Sakura sedang berada di atas awan, tertawa-tawa dan bermain-main dengan demigod ganteng dari sebuah film yang tadi pagi baru saja ia tonton. Namun tiba-tiba ia mendengar sebuah suara bariton rendah beraksen sunda berbisik pelan, memanggil-manggilnya. Suara siapa itu?

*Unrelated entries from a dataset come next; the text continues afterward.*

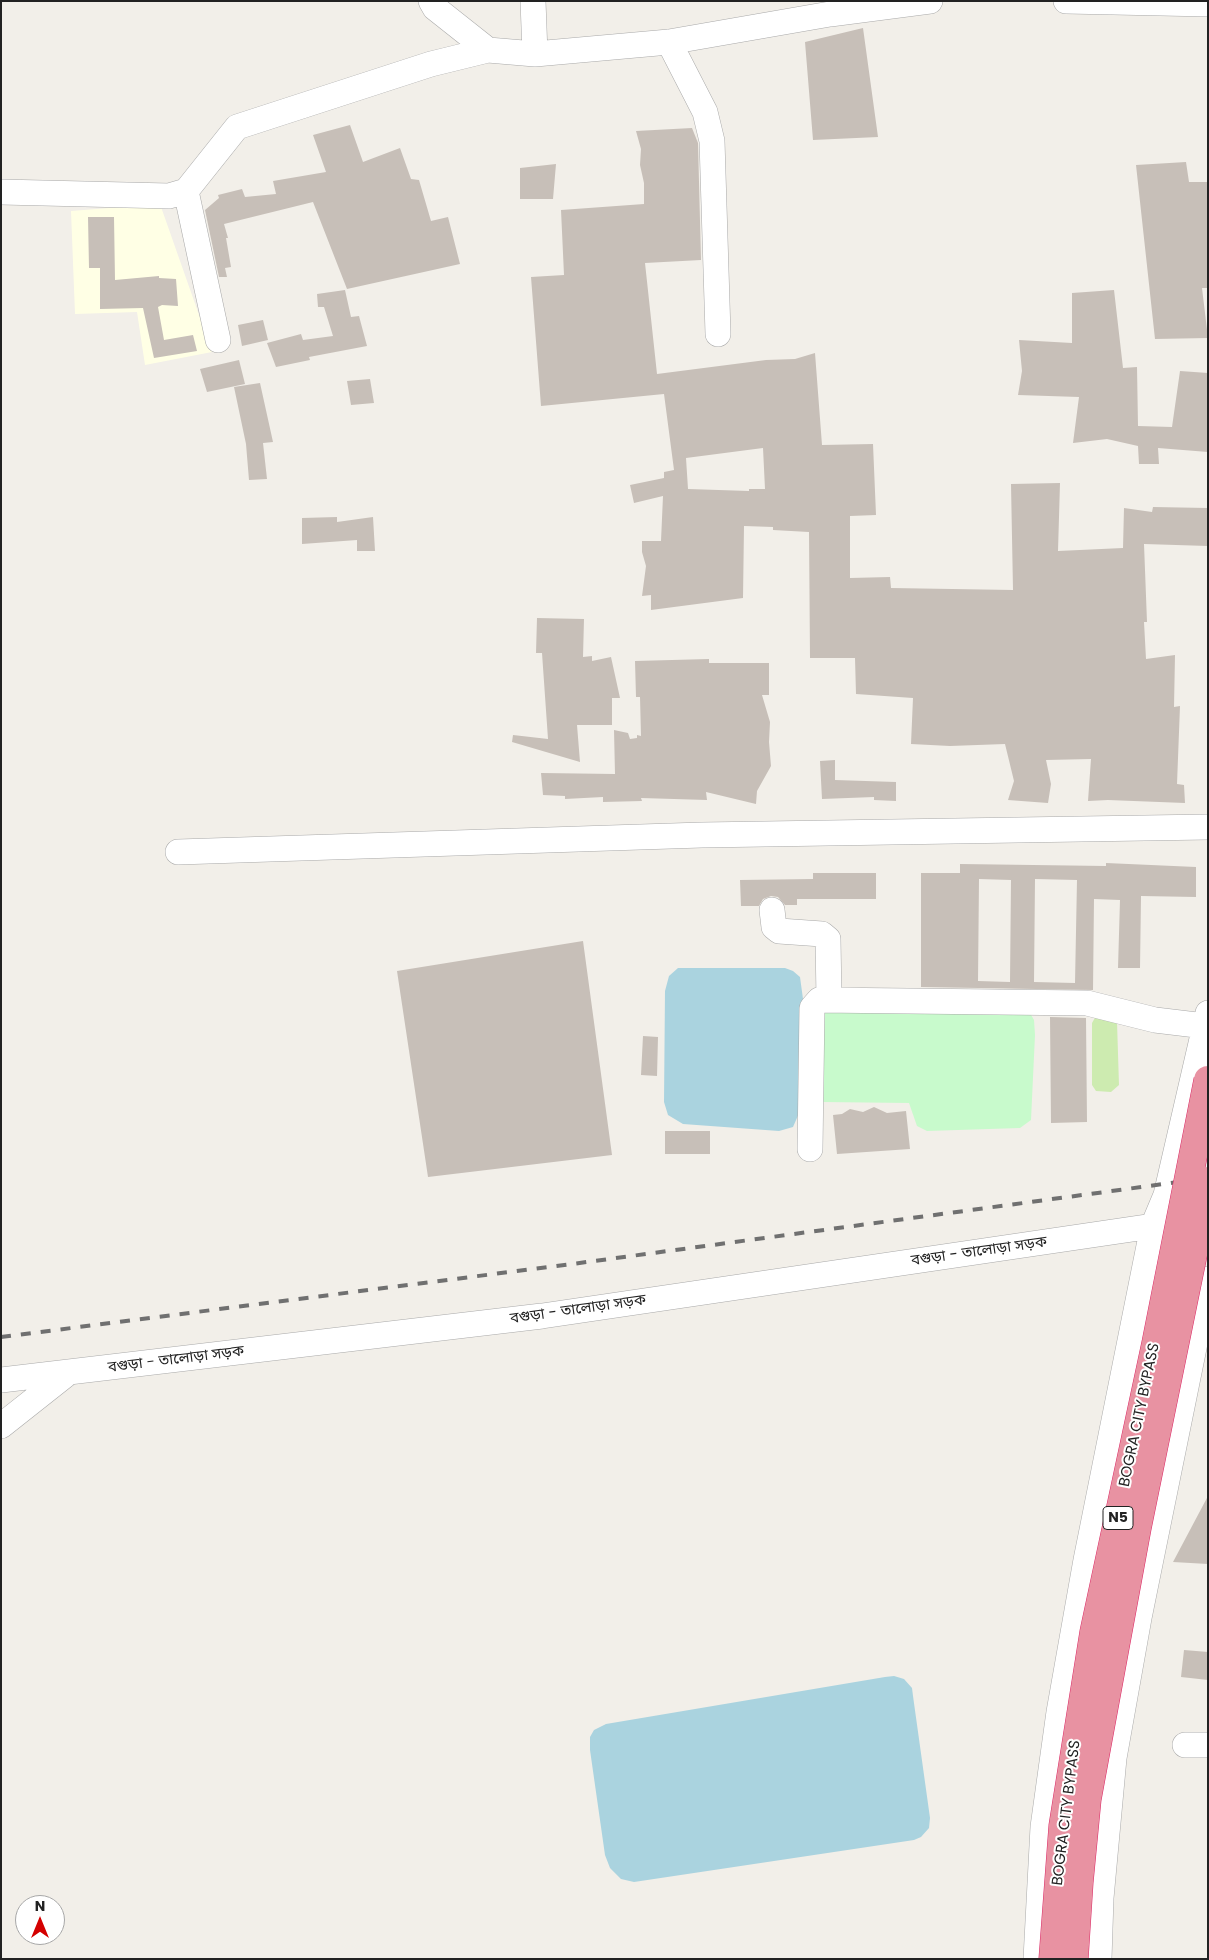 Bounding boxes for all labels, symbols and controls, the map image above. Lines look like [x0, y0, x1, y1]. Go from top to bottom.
street label: বগুড়া - তালোড়া সড়ক [910, 1234, 1048, 1270]
street label: বগুড়া - তালোড়া সড়ক [509, 1292, 647, 1328]
street label: BOGRA CITY BYPASS [1116, 1342, 1164, 1488]
street label: বগুড়া - তালোড়া সড়ক [107, 1343, 245, 1377]
road number: N5 [1103, 1506, 1133, 1530]
street label: BOGRA CITY BYPASS [1049, 1739, 1085, 1887]
north arrow [15, 1895, 65, 1945]
text: N [35, 1896, 45, 1916] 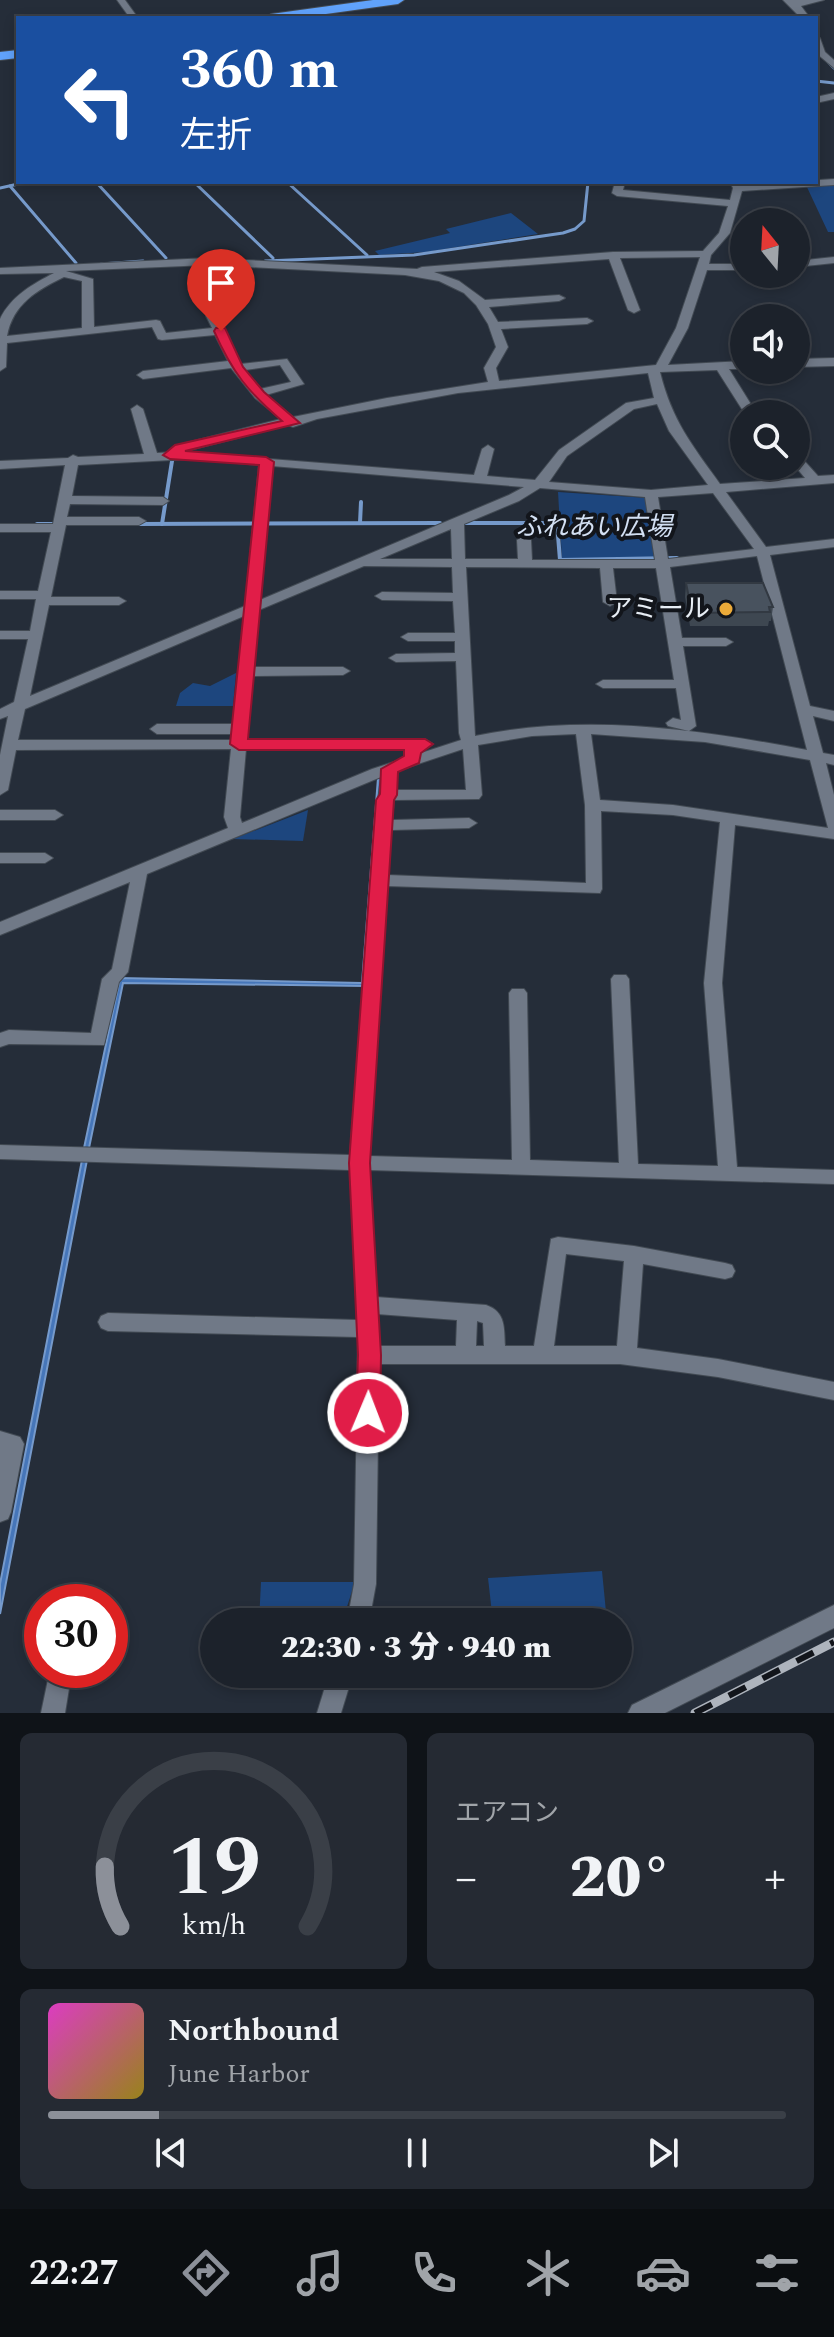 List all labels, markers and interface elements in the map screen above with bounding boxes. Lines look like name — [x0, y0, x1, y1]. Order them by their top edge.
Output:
text: 360 m — [180, 28, 339, 113]
icon: left — [48, 48, 152, 152]
text: 左折 — [180, 109, 252, 164]
north arrow — [730, 208, 810, 288]
map controls — [730, 208, 810, 480]
pin — [187, 249, 255, 331]
icon: arrive — [199, 261, 243, 305]
button: sound — [730, 304, 810, 384]
button: search — [730, 400, 810, 480]
park label: ふれあい広場 — [516, 507, 675, 547]
place label: アミール — [607, 589, 710, 629]
marker: アミール — [717, 600, 735, 618]
position arrow — [326, 1371, 410, 1455]
speed limit sign: 30 — [24, 1584, 128, 1688]
text: 22:30 · 3 分 · 940 m — [281, 1625, 551, 1671]
text: エアコン — [455, 1793, 559, 1833]
text: 19 — [167, 1805, 260, 1932]
text: 20° — [570, 1832, 672, 1924]
text: − — [455, 1845, 477, 1912]
text: + — [764, 1845, 786, 1912]
text: km/h — [181, 1904, 246, 1947]
text: Northbound — [168, 2008, 339, 2054]
text: June Harbor — [168, 2054, 310, 2094]
icon: previous — [149, 2131, 193, 2175]
icon: pause — [395, 2131, 439, 2175]
icon: next — [641, 2131, 685, 2175]
icon: directions — [178, 2245, 234, 2301]
icon: music — [292, 2245, 348, 2301]
icon: phone — [406, 2245, 462, 2301]
icon: climate — [520, 2245, 576, 2301]
icon: car — [635, 2245, 691, 2301]
icon: filters — [749, 2245, 805, 2301]
text: 22:27 — [29, 2246, 120, 2301]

"Teh, bangun, udah hampir sampe."
Pundaknya digoyang-goyang pelan, dan tepat saat ia membuka mata, ia sadar ia baru saja dibangunkan dari tidurnya. Matanya masih buram, otaknya belum konek—Sakura bertanya-tanya dongkol, siapa yang berani membangunkannya dari tidur cantiknya?
"Siapa lu?" tandas Sakura seraya mengelap setetes iler di ujung bibirnya. Bodo amat, lah.
"Udah hampir sampe, Teh."
Sakura mengerjap-ngerjapkan matanya—dan kemudian hampir mati shock setelah melihat pemandangan di hadapannya. Ya Tuhan! Laki-laki itu! Membangunkannya! Dan! Jaraknya! Hanya beberapa senti! Dari mukanya sendiri! Kalau ini anime ia pasti sudah loncat sampai menembus atap bus. Tapi ini kehidupan nyata, dan pantat Sakura, seperti, bagian tubuhnya yang lain, saat ini terasa kelu, ngilu, mati rasa, pokoknya otaknya jadi bego gitu. Kalau ia bisa melihat sendiri, mukanya pun sudah semerah udang rebus.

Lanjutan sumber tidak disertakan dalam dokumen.